Facebook paid contractors to transcribe audio of users

Amazon, Apple and Google - all companies offering voice assistants - have previously acknowledged collecting conversations for the objective of improving their products.

Facebook told Bloomberg that it stopped the secretive project last week.

On Tuesday, a spokesman said the company had "paused" the practice "more than a week ago" after other companies' audio listening attracted scrutiny from the press.

"You're talking about this conspiracy theory that gets passed around that we listen to what's going on on your microphone and use that for ads", Facebook CEO Mark Zuckerberg said in US Senate testimony a year ago.

Facebook reportedly said the transcription service can be selected by users in their Messenger settings, and added the data was anonymized before being heard by contractors.

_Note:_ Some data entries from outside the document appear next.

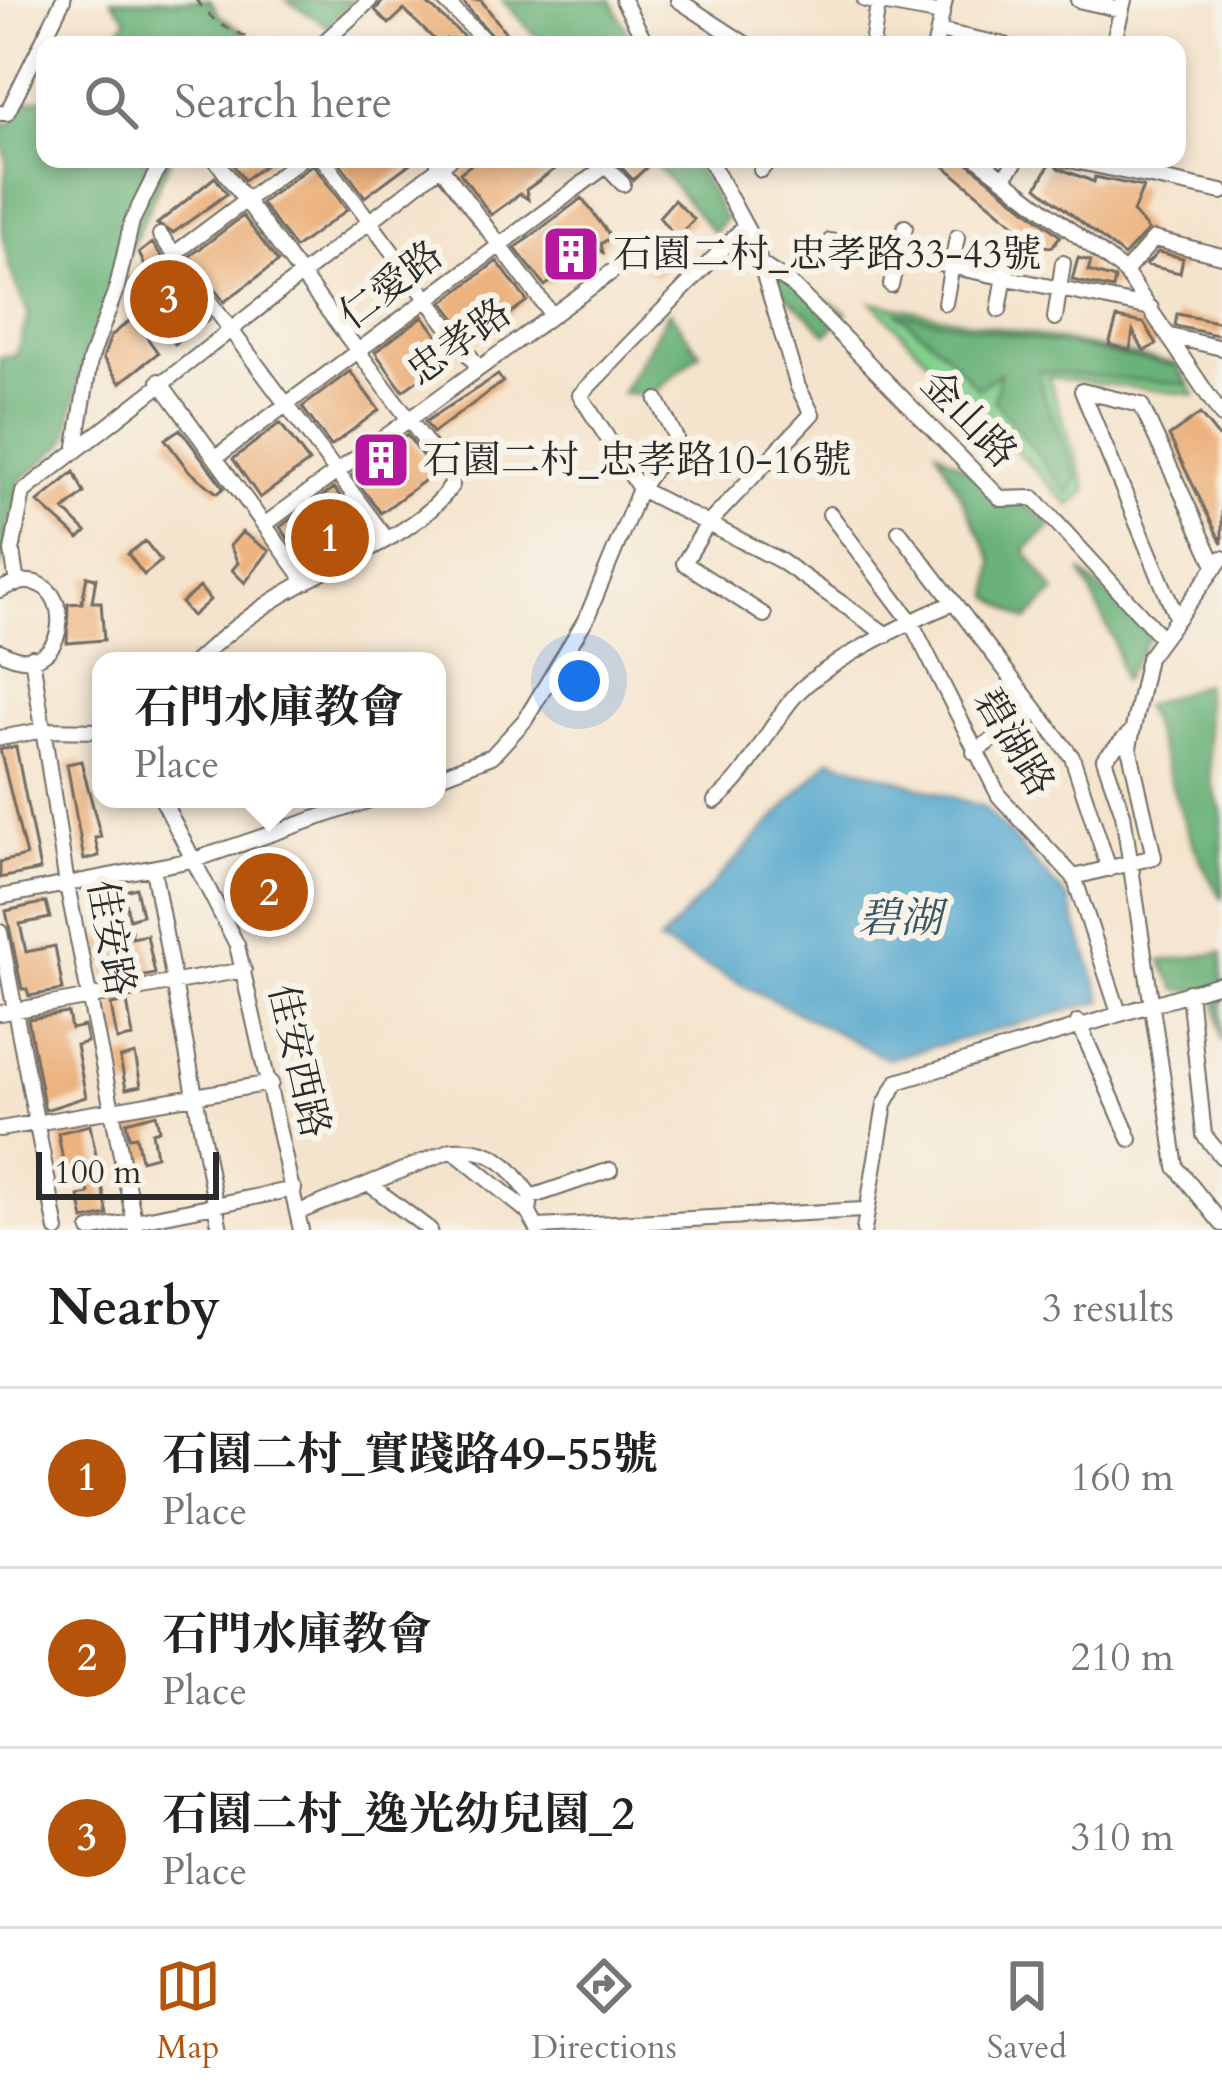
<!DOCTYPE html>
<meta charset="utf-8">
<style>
body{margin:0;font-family:Cardo,"Noto Serif TC",serif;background:#f2f2f2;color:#222}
.scale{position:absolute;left:36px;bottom:30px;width:183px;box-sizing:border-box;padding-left:12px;border:6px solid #2b2b2b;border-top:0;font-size:33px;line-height:42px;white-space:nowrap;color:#2b2b2b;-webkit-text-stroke:9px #f7f3e8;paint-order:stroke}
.you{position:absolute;left:579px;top:681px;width:42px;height:42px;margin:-30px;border:9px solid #fff;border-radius:50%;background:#1a73e8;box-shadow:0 0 0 18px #1a73e833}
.badge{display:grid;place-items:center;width:78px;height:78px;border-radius:50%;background:#b45309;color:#fff;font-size:39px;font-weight:700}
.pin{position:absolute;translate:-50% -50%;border:6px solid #fff;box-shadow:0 3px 12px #0006}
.popup{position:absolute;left:92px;top:652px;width:354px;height:156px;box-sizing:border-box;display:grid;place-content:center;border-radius:24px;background:#fff;filter:drop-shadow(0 3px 9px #0005);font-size:39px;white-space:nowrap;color:#767676}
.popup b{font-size:45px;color:#222}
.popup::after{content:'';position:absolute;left:50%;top:100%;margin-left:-24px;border:24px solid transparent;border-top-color:#fff}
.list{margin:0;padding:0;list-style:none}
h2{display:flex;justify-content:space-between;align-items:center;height:156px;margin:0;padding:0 48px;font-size:51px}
h2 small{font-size:39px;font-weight:400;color:#767676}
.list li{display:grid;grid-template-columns:78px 1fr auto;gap:36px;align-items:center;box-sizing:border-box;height:180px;padding:0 48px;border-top:3px solid #e0e0e0}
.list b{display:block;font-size:45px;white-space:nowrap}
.list p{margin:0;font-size:39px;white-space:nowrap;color:#767676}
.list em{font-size:39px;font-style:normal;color:#767676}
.icon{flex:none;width:66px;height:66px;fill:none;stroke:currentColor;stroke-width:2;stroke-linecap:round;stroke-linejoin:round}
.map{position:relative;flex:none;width:1222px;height:1230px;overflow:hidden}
.search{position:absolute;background:#fff;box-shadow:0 6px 18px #0003;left:36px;right:36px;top:36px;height:132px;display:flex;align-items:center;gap:30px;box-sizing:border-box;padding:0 42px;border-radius:24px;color:#767676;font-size:45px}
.sheet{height:696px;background:#fff}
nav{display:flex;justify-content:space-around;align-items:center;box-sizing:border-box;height:168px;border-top:3px solid #e0e0e0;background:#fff;font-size:33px;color:#767676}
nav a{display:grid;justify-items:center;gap:6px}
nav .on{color:#b45309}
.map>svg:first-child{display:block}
.green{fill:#84d08e;stroke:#587e5c;stroke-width:3}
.forest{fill:#6bb279;stroke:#4b6e52;stroke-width:3}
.water{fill:#51a6cd;stroke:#3e687c;stroke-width:3}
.building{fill:#ecb27f}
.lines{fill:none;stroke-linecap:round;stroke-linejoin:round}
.minor-casing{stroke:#726c64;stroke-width:18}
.path{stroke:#726c64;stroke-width:3;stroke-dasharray:9 9;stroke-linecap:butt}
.minor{stroke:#fff;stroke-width:14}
.labels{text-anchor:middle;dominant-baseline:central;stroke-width:12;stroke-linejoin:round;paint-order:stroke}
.poi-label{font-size:39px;fill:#2b2b2b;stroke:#f7f3e8;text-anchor:start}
.street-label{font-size:39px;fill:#2b2b2b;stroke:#f7f3e8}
.water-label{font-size:42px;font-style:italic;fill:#385664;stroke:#f7f3e8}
</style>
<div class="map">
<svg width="1222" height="1230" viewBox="0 0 1222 1230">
<rect width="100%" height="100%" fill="#f7f3e8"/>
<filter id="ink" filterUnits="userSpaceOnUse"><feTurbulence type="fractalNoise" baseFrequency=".00833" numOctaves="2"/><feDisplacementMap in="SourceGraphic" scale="24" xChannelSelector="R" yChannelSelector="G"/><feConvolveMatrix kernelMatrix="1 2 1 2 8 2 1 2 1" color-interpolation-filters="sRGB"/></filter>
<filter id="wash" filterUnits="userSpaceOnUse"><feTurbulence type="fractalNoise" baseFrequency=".004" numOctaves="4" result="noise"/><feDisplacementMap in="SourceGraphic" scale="48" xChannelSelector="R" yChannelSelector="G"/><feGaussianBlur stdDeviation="2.7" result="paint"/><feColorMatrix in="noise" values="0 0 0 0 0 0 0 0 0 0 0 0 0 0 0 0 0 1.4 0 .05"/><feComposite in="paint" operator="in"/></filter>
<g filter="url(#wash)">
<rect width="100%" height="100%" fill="#f5e4cd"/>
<path class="green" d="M 872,302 L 1177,364 L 1195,395 L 1048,377 L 1087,490 L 1070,506 Z"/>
<path class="forest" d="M 111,0 L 210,0 L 219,15 L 262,45 L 110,45 L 127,18 Z
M 286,0 L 353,0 L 328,26 Z
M 502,0 L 611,0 L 634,45 L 544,45 Z
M 45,98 L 45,159 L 170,159 L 82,360 L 67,441 L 20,481 L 0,570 L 0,357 L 15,356 L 29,315 C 0,252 0,239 6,169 C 8,156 0,137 0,122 L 9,125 L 25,102 Z
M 651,159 L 693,159 L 725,219 L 714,233 Z
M 777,268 L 847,313 L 827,334 L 778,287 Z
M 669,311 L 700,353 L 652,395 L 622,393 Z
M 896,312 L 1177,366 L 1188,385 L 1039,371 L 1042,391 L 1078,478 L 1068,493 L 994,400 L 1000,373 L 978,389 L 943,350 Z
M 937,450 L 1054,524 L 1025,550 L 1055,592 L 1027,620 L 991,597 L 993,560 Z
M 1081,571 L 1150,635 L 1123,681 L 1114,641 Z
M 1204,684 L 1211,780 L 1222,814 L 1222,898 C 1183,841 1171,770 1143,706 Z
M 1222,953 L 1222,1042 L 1214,991 L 1177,990 L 1161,961 Z"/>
<path class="water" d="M 830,759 L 984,807 L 1068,899 L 1103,1001 L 888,1059 L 659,942 Z"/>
<g id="blocks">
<path class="building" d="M 384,0 L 423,0 L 471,43 L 453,45 L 446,39 L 440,45 L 404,10 L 389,24 L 375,10 Z
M 461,0 L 481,0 L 515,45 L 500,45 Z
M 239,159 L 273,159 L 244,180 L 233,164 Z
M 337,159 L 416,159 L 365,197 Z
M 478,159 L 552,159 L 558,167 L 526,190 L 528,199 L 520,194 L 491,215 L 460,173 Z
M 641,159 L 648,166 L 633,180 L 615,160 Z
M 947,159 L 968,163 L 1060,236 L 1052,247 L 1041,246 L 943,165 Z
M 1052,160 L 1058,168 L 1094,182 L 1095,177 L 1143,187 L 1133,212 L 1148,230 L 1124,256 L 1037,187 Z
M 313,164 L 347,210 L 295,248 L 261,203 Z
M 215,177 L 227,194 L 173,233 L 157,224 Z
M 582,198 L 611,237 L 601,244 L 603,252 L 596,248 L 545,286 L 515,248 Z
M 674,200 L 694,219 L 677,239 L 659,217 Z
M 243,216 L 278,262 L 224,302 L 190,256 Z
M 152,243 L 209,320 L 175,344 L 130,281 L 145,266 L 139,253 Z
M 655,251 L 668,265 L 654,278 L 642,264 Z
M 1158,252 L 1183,258 L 1180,273 L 1146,265 Z
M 1078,258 L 1091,261 L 1088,271 L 1115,279 L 1113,289 L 1072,280 Z
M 497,261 L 527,301 L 473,341 L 443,302 Z
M 1177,314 L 1222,323 L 1222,336 L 1175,326 Z
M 423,316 L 452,355 L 403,391 L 375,352 Z
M 133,318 L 158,353 L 120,383 L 103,358 L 111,336 Z
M 1117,318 L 1144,323 L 1157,344 L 1144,351 L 1133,331 L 1130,350 L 1109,345 Z
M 350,371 L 379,410 L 331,446 L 302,407 Z
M 498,375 L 503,382 L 433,433 L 425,422 Z
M 1200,414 L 1222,441 L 1222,544 L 1169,436 Z
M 280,423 L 309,462 L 260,498 L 233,459 Z
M 180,429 L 224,488 L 217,493 L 188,470 L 165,439 Z
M 407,435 L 435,473 L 381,513 L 352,475 Z
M 74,472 L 84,493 L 64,510 L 86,532 L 79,539 L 38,502 Z
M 334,488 L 363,526 L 309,567 L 280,527 Z
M 242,532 L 269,551 L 245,583 L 232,570 L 238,563 L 230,546 Z
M 145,541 L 161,561 L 144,575 L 128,554 Z
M 87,576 L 96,578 L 92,602 L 101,602 L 104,640 L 67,643 L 68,604 L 82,603 Z
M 200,587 L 210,600 L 192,616 L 181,603 Z
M 16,747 L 40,870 L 0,878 L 0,862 L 26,856 L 0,749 Z
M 81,761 L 101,837 L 95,838 L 99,856 L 84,860 L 67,764 Z
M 297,869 L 307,894 L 242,918 L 232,890 Z
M 136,888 L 142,915 L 129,919 L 124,891 Z
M 46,902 L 50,918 L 20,924 L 26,952 L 55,946 L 63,990 L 29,996 L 27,989 L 22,989 L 6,911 Z
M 131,930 L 132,938 L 147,935 L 155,974 L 107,983 L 97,937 Z
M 127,1002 L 133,1037 L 117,1040 L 111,1005 Z
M 68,1013 L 71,1029 L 84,1026 L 87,1042 L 76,1045 L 86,1097 L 45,1110 L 28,1019 Z
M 135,1054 L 141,1086 L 126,1089 L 120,1058 Z
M 156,1114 L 159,1130 L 152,1132 L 156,1156 L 141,1160 L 136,1136 L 129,1137 L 126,1122 Z
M 90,1125 L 108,1215 L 84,1220 L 79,1196 L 89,1194 L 85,1170 L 65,1172 L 58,1133 Z"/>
</g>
</g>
<g filter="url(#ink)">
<use href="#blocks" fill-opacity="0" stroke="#726c64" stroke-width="3"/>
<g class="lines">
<g class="minor-casing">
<path id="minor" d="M 444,0 L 489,45
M 623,0 L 647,45
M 678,0 L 747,45
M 865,0 L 942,14
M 1078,0 L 1122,10
M 938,31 L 1005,45
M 321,45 L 370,0
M 872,45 L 878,3
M 935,45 L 945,0
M 1113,45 L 1124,0
M 0,113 L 7,113 L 63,0
M 323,159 L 478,367
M 599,159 L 623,184
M 709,159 L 754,242 L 798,387 L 812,414 L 707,525 L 684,563 L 764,615
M 978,159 L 1125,272 L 1222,416
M 1065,159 L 1222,192
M 438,163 L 552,315
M 761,170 L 770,159
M 1003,178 L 1018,159
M 745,226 L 580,395 L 640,489 L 781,561 L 887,635
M 160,235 L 385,537
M 830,241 L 1151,308
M 174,254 L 301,159
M 762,265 L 791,284 L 1001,499 L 1034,498 L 1162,638
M 1125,272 L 1154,239 L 1222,256
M 891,285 L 905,227
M 945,303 L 957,237
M 999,310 L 1009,253
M 1055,318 L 1063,263
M 1170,336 L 1222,348
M 159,381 L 306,582
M 1082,391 L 1177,619
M 1082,391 L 1141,405 L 1216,567
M 76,446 L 90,360 L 117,287 L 132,221 L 163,159
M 216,457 L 606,166
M 830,514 L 910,620 L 999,796 L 1074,877 L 1119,1013
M 264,525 L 635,255
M 899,531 L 1072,757 L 1109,869
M 17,584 L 12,551 L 23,492 L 450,159
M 0,590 C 80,547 78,695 0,651
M 32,657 L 67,885 L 136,1230
M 196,661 C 228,631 264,604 303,583 C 350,556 421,532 452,485 L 451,476 L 215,159
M 1132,731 L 1104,759 L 1123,814 L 1176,1167 L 1222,1224
M 0,738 L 44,730 L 101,731
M 974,752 L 1036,710
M 437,777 L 492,756 L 525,720 L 587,617 L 640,489 L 676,438 L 657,400
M 162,799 L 237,945 L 301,1230
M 715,801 C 750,774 765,731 794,697 C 820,665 915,618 954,603
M 153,869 L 220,1230
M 1074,877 L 1154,857 L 1129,747 L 1148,658 L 1222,558
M 0,897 L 197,859 L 373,799
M 0,932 L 57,1230
M 1189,992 L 1204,1135 L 1222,1157
M 0,1013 L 244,970
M 1078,1022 L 1130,1139
M 0,1129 L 271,1083
M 452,1150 C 494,1147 508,1164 531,1197 L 529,1213
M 369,1184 L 430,1230
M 531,1197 L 610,1170
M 299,1212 L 452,1150 L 529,1213 L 538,1230
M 538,1227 L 863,1210
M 90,1230 L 294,1189
M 864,1230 L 885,1104 L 897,1082 L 1222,983"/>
</g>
<path class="path" d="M 196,0 L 217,23 L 263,45"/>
<use href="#minor" class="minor"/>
</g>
</g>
<defs>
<g id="building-square" transform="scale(3)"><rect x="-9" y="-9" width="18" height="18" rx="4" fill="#b5179e" stroke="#f7f3e8"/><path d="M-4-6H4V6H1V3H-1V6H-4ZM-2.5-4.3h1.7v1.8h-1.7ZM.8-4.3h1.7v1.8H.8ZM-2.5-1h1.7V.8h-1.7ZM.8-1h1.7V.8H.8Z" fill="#fff"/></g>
</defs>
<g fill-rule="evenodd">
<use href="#building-square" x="571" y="254"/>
<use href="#building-square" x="381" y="460"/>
</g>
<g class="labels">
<g class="poi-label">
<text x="613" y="254">石園二村_忠孝路33-43號</text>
<text x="423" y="460">石園二村_忠孝路10-16號</text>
</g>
<g class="street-label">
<text transform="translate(391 285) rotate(-37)">仁愛路</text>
<text transform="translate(459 342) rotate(-36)">忠孝路</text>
<text transform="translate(969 419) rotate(46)">金山路</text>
<text transform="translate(1014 742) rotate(59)">碧湖路</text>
<text transform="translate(111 938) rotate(80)">佳安路</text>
<text transform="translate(299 1061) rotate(77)">佳安西路</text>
</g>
<g class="water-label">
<text x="900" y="918">碧湖</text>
</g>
</g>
</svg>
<div class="scale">100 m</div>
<div class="you"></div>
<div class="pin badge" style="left:330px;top:538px">1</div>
<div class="pin badge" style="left:269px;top:892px">2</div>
<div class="popup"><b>石門水庫教會</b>Place</div>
<div class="pin badge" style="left:169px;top:299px">3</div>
<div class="search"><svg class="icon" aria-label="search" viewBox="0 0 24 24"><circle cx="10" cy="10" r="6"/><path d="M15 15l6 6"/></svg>Search here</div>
</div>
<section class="sheet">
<h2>Nearby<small>3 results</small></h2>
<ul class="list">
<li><span class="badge">1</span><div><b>石園二村_實踐路49-55號</b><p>Place</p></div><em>160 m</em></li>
<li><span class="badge">2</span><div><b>石門水庫教會</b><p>Place</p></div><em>210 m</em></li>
<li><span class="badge">3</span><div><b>石園二村_逸光幼兒園_2</b><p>Place</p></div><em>310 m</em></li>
</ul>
</section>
<nav>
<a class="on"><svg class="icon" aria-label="map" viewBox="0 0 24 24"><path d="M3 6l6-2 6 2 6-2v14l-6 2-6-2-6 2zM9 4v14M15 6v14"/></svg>Map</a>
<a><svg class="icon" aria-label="directions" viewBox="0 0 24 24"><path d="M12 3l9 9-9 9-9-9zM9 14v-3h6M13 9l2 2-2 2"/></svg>Directions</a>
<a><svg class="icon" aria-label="saved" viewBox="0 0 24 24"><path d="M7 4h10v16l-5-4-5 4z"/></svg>Saved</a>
</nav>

"You're talking about this conspiracy theory that gets passed around that we listen to what's going on on your microphone and use that for ads", Zuckerberg told U.S. Senator Gary Peters in April 2018. That's led some contractors to feel their work is unethical, according to the people with knowledge of the matter. Facebook is one of TaskUs's largest and most important clients, but employees aren't allowed to mention publicly who their work is for. They call the client by the code name "Prism".

The audio recordings were generated by Messenger's voice chat transcription option, which lets users send voice messages which are then transcribed by AI for the benefit of their recipient.

But in numerous hearings in front of Congress, CEO Mark Zuckerberg insisted that Facebook only accessed people's microphones when explicitly given permission to do so for features like voice messaging.

Facebook, which just settled a record $5 billion fine with the US Federal Trade Commission for misusing users' private data, has given differing responses to reports that it uses audio recordings to better target ads or make its pages more attractive.